*PROVIDED MATERIAL*:

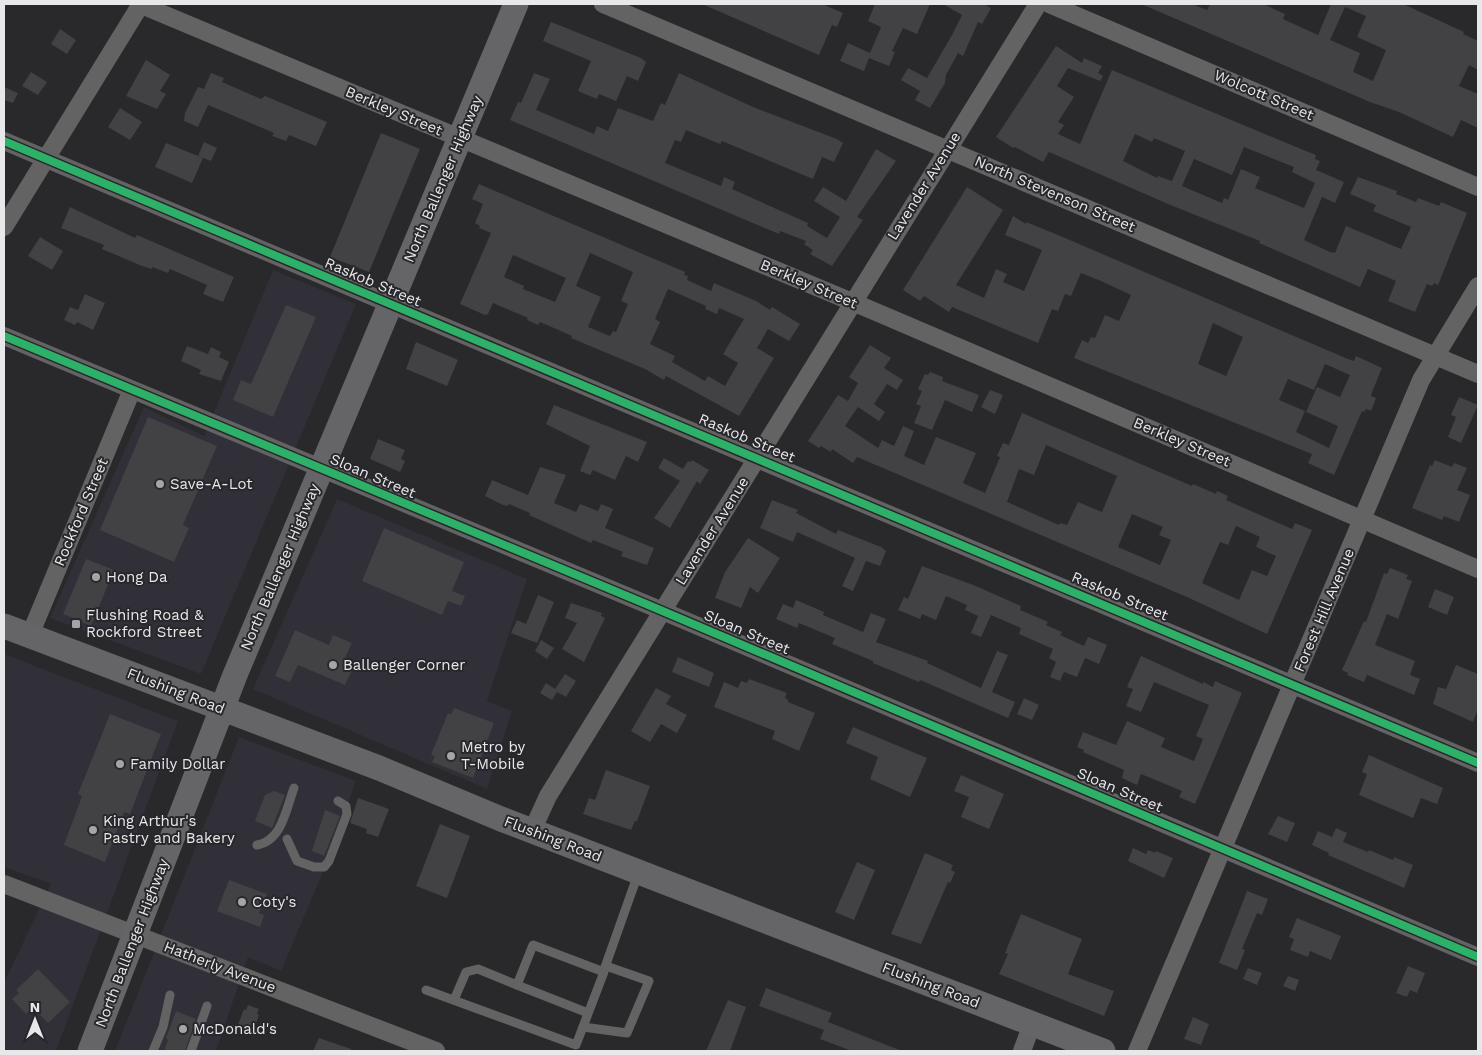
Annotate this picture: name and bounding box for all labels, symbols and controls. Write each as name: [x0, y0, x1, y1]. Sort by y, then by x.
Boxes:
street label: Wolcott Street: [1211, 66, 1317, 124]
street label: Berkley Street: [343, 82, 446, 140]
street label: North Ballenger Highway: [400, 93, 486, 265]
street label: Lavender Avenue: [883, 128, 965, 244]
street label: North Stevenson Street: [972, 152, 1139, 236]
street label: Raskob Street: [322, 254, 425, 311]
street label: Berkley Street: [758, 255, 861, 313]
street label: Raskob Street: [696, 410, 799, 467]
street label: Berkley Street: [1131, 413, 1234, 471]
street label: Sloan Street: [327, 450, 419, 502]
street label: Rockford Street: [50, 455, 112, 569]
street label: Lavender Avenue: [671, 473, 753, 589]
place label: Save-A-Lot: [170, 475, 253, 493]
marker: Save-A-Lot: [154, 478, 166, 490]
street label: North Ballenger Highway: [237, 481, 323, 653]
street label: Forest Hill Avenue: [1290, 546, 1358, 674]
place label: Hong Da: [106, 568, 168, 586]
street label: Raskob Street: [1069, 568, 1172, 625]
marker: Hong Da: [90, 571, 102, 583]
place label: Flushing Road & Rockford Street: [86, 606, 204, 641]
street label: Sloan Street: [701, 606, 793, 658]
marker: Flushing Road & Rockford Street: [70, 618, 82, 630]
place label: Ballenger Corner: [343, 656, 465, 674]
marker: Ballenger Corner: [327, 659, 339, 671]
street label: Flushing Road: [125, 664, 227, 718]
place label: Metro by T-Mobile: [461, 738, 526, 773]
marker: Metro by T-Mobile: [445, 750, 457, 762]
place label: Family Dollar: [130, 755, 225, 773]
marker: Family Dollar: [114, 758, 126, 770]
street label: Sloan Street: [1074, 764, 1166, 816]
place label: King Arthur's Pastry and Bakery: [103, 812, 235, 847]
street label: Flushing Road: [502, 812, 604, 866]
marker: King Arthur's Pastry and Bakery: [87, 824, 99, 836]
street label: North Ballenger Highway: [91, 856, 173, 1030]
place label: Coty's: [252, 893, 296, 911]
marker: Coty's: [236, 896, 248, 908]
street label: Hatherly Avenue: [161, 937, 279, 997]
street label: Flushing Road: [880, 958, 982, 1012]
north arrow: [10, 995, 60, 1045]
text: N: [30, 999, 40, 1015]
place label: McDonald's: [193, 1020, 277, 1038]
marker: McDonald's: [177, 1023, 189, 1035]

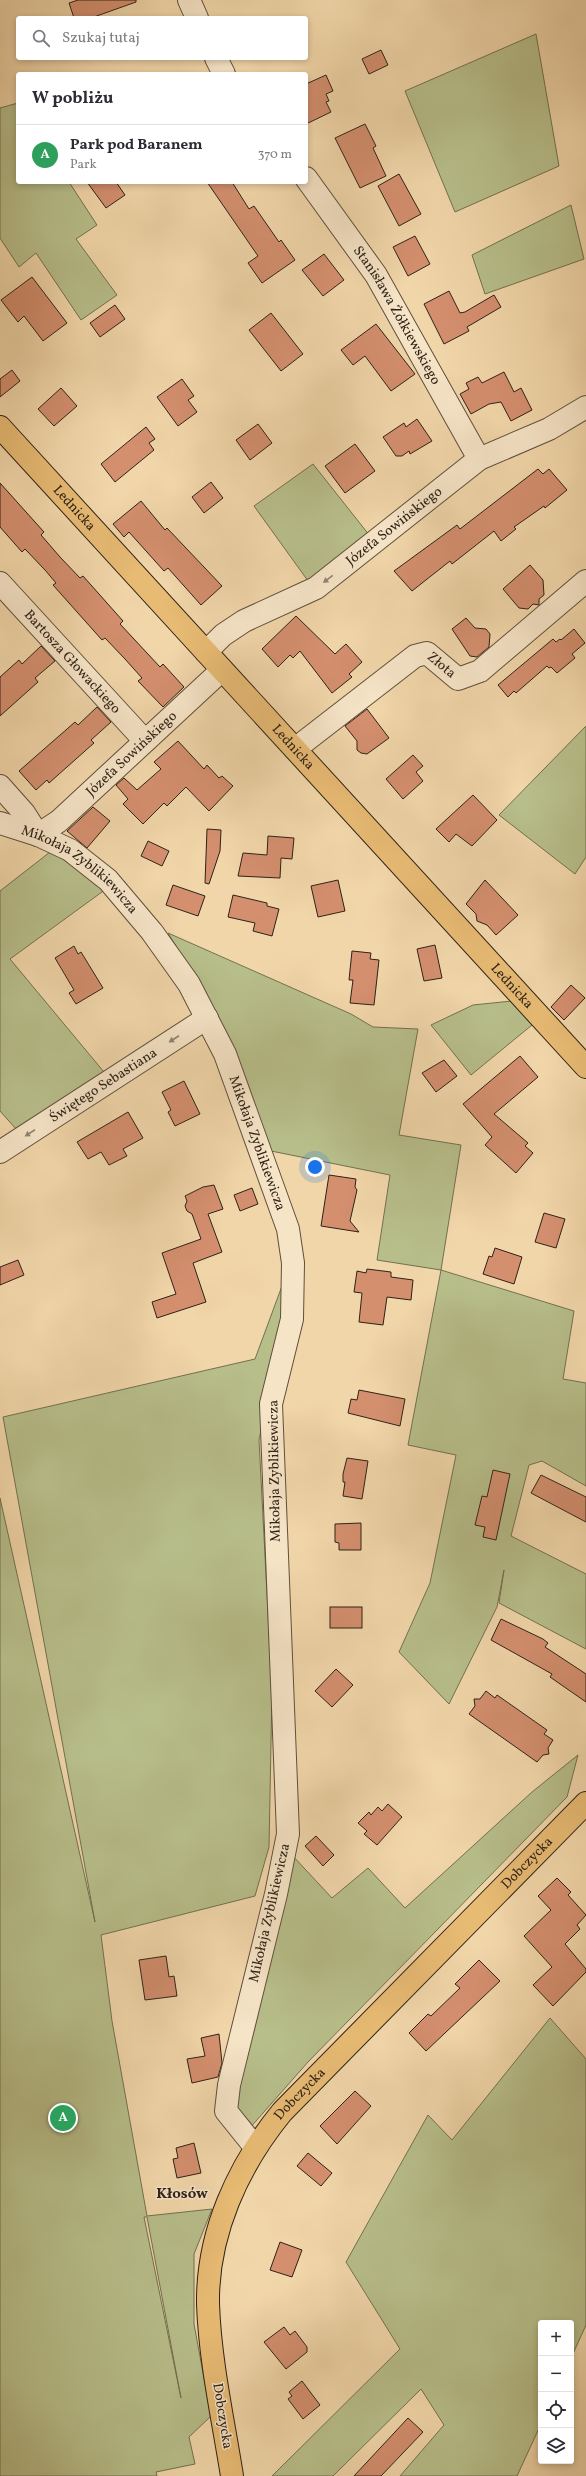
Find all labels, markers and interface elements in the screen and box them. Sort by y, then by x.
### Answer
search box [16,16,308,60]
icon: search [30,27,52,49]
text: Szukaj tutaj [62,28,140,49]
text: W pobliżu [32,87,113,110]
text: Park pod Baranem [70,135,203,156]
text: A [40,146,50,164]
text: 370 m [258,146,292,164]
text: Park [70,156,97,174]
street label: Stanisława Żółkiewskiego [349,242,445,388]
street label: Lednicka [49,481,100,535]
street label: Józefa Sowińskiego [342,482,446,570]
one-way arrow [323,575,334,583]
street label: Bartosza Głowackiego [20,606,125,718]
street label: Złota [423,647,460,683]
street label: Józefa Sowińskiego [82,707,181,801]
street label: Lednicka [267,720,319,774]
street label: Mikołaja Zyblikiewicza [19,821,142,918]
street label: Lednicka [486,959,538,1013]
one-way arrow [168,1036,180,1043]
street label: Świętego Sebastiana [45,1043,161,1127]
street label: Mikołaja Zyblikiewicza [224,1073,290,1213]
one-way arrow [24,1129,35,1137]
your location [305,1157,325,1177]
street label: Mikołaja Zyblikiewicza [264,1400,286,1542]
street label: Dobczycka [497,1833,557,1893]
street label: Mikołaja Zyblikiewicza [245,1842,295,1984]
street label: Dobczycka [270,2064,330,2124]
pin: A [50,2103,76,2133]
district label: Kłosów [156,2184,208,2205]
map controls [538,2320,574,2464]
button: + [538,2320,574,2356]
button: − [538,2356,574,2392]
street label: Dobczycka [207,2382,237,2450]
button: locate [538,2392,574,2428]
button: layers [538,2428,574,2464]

*PROBLEM*: From the first line to the last, restate the entries exactly, without pictures.

*EXERCISE ANSWER*:
Annotate this picture: name and bounding box for all labels, symbols and controls. Write each as name: [x0, y0, x1, y1]. Sort by y, then by x.
Boxes:
street label: Wolcott Street: [1211, 66, 1317, 124]
street label: Berkley Street: [343, 82, 446, 140]
street label: North Ballenger Highway: [400, 93, 486, 265]
street label: Lavender Avenue: [883, 128, 965, 244]
street label: North Stevenson Street: [972, 152, 1139, 236]
street label: Raskob Street: [322, 254, 425, 311]
street label: Berkley Street: [758, 255, 861, 313]
street label: Raskob Street: [696, 410, 799, 467]
street label: Berkley Street: [1131, 413, 1234, 471]
street label: Sloan Street: [327, 450, 419, 502]
street label: Rockford Street: [50, 455, 112, 569]
street label: Lavender Avenue: [671, 473, 753, 589]
place label: Save-A-Lot: [170, 475, 253, 493]
marker: Save-A-Lot: [154, 478, 166, 490]
street label: North Ballenger Highway: [237, 481, 323, 653]
street label: Forest Hill Avenue: [1290, 546, 1358, 674]
place label: Hong Da: [106, 568, 168, 586]
street label: Raskob Street: [1069, 568, 1172, 625]
marker: Hong Da: [90, 571, 102, 583]
place label: Flushing Road & Rockford Street: [86, 606, 204, 641]
street label: Sloan Street: [701, 606, 793, 658]
marker: Flushing Road & Rockford Street: [70, 618, 82, 630]
place label: Ballenger Corner: [343, 656, 465, 674]
marker: Ballenger Corner: [327, 659, 339, 671]
street label: Flushing Road: [125, 664, 227, 718]
place label: Metro by T-Mobile: [461, 738, 526, 773]
marker: Metro by T-Mobile: [445, 750, 457, 762]
place label: Family Dollar: [130, 755, 225, 773]
marker: Family Dollar: [114, 758, 126, 770]
street label: Sloan Street: [1074, 764, 1166, 816]
place label: King Arthur's Pastry and Bakery: [103, 812, 235, 847]
street label: Flushing Road: [502, 812, 604, 866]
marker: King Arthur's Pastry and Bakery: [87, 824, 99, 836]
street label: North Ballenger Highway: [91, 856, 173, 1030]
place label: Coty's: [252, 893, 296, 911]
marker: Coty's: [236, 896, 248, 908]
street label: Hatherly Avenue: [161, 937, 279, 997]
street label: Flushing Road: [880, 958, 982, 1012]
north arrow: [10, 995, 60, 1045]
text: N: [30, 999, 40, 1015]
place label: McDonald's: [193, 1020, 277, 1038]
marker: McDonald's: [177, 1023, 189, 1035]

Find all labels, markers and interface elements in the screen and box them. Sort by y, then by x.
### Answer
search box [16,16,308,60]
icon: search [30,27,52,49]
text: Szukaj tutaj [62,28,140,49]
text: W pobliżu [32,87,113,110]
text: Park pod Baranem [70,135,203,156]
text: A [40,146,50,164]
text: 370 m [258,146,292,164]
text: Park [70,156,97,174]
street label: Stanisława Żółkiewskiego [349,242,445,388]
street label: Lednicka [49,481,100,535]
street label: Józefa Sowińskiego [342,482,446,570]
one-way arrow [323,575,334,583]
street label: Bartosza Głowackiego [20,606,125,718]
street label: Złota [423,647,460,683]
street label: Józefa Sowińskiego [82,707,181,801]
street label: Lednicka [267,720,319,774]
street label: Mikołaja Zyblikiewicza [19,821,142,918]
street label: Lednicka [486,959,538,1013]
one-way arrow [168,1036,180,1043]
street label: Świętego Sebastiana [45,1043,161,1127]
street label: Mikołaja Zyblikiewicza [224,1073,290,1213]
one-way arrow [24,1129,35,1137]
your location [305,1157,325,1177]
street label: Mikołaja Zyblikiewicza [264,1400,286,1542]
street label: Dobczycka [497,1833,557,1893]
street label: Mikołaja Zyblikiewicza [245,1842,295,1984]
street label: Dobczycka [270,2064,330,2124]
pin: A [50,2103,76,2133]
district label: Kłosów [156,2184,208,2205]
map controls [538,2320,574,2464]
button: + [538,2320,574,2356]
button: − [538,2356,574,2392]
street label: Dobczycka [207,2382,237,2450]
button: locate [538,2392,574,2428]
button: layers [538,2428,574,2464]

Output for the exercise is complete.